- _ASSIGNMENT_
Below are some entries; state how many of their lines contain the word "absolute", with nothing else in the reply.

- _RECORDS SHOWN_
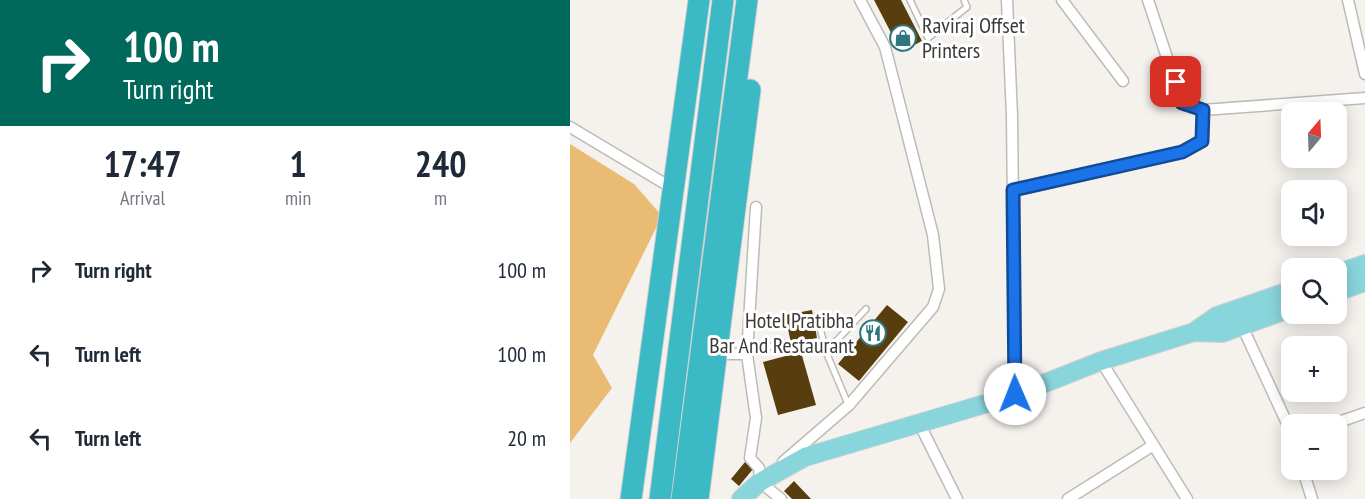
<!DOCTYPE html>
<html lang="en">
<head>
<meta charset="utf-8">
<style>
  body { margin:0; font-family:"PT Sans Narrow",sans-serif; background:#f2f2f3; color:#1f2937; height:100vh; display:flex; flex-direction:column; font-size:22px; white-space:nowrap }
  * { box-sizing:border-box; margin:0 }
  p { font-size:20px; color:#747a83 }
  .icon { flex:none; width:33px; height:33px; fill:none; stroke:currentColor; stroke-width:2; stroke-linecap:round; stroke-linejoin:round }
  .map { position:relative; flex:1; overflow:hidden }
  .panel { display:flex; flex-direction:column; background:#fff; width:570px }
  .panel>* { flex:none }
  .guide { background:#00695c; color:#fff; overflow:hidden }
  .needle { width:39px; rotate:19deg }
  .buttons { position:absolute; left:711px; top:102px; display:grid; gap:12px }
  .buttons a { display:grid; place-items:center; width:66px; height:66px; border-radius:12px; background:#fff; box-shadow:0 3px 15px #0003; font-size:30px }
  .pin { position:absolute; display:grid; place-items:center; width:51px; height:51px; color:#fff; margin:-26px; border-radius:12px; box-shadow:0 3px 9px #0006 }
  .me { position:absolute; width:66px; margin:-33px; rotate:359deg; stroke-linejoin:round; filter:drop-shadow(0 0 4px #0008) }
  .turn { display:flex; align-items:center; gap:21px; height:126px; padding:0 24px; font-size:27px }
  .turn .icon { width:78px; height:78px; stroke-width:2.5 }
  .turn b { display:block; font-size:42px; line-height:51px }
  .eta { display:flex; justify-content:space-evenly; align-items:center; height:102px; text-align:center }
  .eta b { font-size:36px; font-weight:700; line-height:42px }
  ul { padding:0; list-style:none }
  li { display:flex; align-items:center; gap:18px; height:84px; padding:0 24px }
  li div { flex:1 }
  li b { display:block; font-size:22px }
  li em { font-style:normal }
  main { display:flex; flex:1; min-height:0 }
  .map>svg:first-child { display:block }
</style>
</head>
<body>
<main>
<section class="panel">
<div class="guide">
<div class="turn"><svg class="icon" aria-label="right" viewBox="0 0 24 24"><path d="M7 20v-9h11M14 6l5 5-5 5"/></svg><div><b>100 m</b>Turn right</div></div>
</div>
<div class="eta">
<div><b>17:47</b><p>Arrival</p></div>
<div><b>1</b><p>min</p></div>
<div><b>240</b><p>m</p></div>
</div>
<ul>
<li><svg class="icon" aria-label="right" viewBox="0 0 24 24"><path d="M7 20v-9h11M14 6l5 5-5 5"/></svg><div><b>Turn right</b></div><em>100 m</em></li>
<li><svg class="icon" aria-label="left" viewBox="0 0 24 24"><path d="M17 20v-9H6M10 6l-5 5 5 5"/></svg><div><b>Turn left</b></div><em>100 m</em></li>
<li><svg class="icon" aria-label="left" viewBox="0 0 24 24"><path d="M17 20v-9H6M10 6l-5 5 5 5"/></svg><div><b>Turn left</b></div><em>20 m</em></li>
</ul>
</section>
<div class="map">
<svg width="795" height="499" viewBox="0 0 795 499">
  <rect width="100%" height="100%" fill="#f5f2ee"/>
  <!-- green -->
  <path fill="#e9bb73" d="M 0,144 L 64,184 L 92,216 L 23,355 L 42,388 L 0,443 Z"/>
  <!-- building -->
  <path fill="#583d0e" d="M 304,0 L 331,0 L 352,41 L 331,52 Z
    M 317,305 L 338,322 L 289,381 L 268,364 Z
    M 242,310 L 247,338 L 221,343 L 215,315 Z
    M 231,352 L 246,405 L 208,415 L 193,362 Z
    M 175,462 L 183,469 L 169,486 L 161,479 Z
    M 224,481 L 241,499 L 222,499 L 214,491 Z"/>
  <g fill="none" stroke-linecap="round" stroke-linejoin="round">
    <!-- lane casing -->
    <g stroke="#bdbbb7" stroke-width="8">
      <path id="lane" d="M 340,0 L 358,38 L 397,7 L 394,0
        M 247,316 L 256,352
        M 178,354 L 212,342
        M 278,404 L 256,352 L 296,309"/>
    </g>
    <!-- street casing -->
    <g stroke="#bdbbb7" stroke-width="13">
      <path id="street" d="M 437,0 L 442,116 L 445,395
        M 492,0 L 553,81
        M 578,0 L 612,103 L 633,110 L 795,98
        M 778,0 L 795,74
        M 0,127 L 102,188
        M 443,191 L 612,152 L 632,141 L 633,110
        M 186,207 L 177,354 L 186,418 L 180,458 L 189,468 L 190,482 L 211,499
        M 672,326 L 722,434
        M 147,354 L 177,354
        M 531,361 L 617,499
        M 349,423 L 387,499
        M 763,424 L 795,413
        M 213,462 L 279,405 L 363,307 L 369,289 L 363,235 L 315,47 L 290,0
        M 733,470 L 742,499
        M 498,499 L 582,446"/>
    </g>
    <!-- primary casing -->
    <g stroke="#d0d0cf" stroke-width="20">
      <path id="primary" d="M 766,274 L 795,264
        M 766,292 L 795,282
        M 624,332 L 647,316 L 722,290
        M 171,499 L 190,482 L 235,457 L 445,395 L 531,361 L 624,332 L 652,333 L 722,308"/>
    </g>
    <!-- highway casing -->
    <g stroke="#d0d0cf" stroke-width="23">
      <path id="highway" d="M 61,499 L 129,0
        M 90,499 L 153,0
        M 112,499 L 177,0
        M 128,499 L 180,90"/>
    </g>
    <!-- lane -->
    <use href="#lane" stroke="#fff" stroke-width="5"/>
    <!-- street -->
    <use href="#street" stroke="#fff" stroke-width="10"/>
    <!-- primary -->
    <use href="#primary" stroke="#89d5dc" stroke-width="18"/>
    <!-- highway -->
    <use href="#highway" stroke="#3bb9c4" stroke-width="21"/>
  </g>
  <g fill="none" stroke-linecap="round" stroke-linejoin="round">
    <!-- route casing -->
    <g stroke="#114b97" stroke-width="15">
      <path id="route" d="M 445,394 L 443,190 L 612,152 L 632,141 L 633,110 L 612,103 L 606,82"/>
    </g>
    <!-- route -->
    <use href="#route" stroke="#1a73e8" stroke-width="10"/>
  </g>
  <!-- icons -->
  <defs>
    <g id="shop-ring" transform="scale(1.35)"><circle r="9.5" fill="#fff" stroke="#2d767d" stroke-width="1.5"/><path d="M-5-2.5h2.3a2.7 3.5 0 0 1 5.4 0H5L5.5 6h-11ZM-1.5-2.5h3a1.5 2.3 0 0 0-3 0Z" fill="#2d767d"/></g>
    <g id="restaurant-ring" transform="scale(1.35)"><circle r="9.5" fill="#fff" stroke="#2d767d" stroke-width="1.5"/><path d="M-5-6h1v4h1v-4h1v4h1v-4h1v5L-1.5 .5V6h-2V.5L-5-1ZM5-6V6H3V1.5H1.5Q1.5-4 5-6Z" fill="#2d767d"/></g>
  </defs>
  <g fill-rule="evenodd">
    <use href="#shop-ring" x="333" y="38"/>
    <use href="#restaurant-ring" x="303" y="333"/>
  </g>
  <g text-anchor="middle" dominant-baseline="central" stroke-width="6" stroke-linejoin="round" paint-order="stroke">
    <!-- poi labels -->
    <g font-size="22" fill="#3b3a38" stroke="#fff" text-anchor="start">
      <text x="352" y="25">Raviraj Offset<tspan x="352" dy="25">Printers</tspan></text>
      <text x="284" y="320" text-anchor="end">Hotel Pratibha<tspan x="284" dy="25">Bar And Restaurant</tspan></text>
    </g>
  </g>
</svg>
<div class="buttons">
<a><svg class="needle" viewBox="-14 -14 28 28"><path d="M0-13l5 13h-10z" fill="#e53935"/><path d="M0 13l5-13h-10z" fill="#747a83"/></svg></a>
<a><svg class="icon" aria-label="sound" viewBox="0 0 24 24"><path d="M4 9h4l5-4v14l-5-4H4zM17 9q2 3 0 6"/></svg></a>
<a><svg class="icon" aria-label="search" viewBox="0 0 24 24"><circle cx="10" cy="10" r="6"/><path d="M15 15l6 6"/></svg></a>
<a>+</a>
<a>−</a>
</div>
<div class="pin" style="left:606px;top:82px;background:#d93025"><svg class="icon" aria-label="arrive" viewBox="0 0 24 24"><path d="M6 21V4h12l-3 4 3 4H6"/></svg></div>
<svg class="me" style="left:445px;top:394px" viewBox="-20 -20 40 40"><circle r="19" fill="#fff"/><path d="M0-13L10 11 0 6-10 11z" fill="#1a73e8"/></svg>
</div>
</main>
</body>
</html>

- _OUTPUT OF THE TASK_
3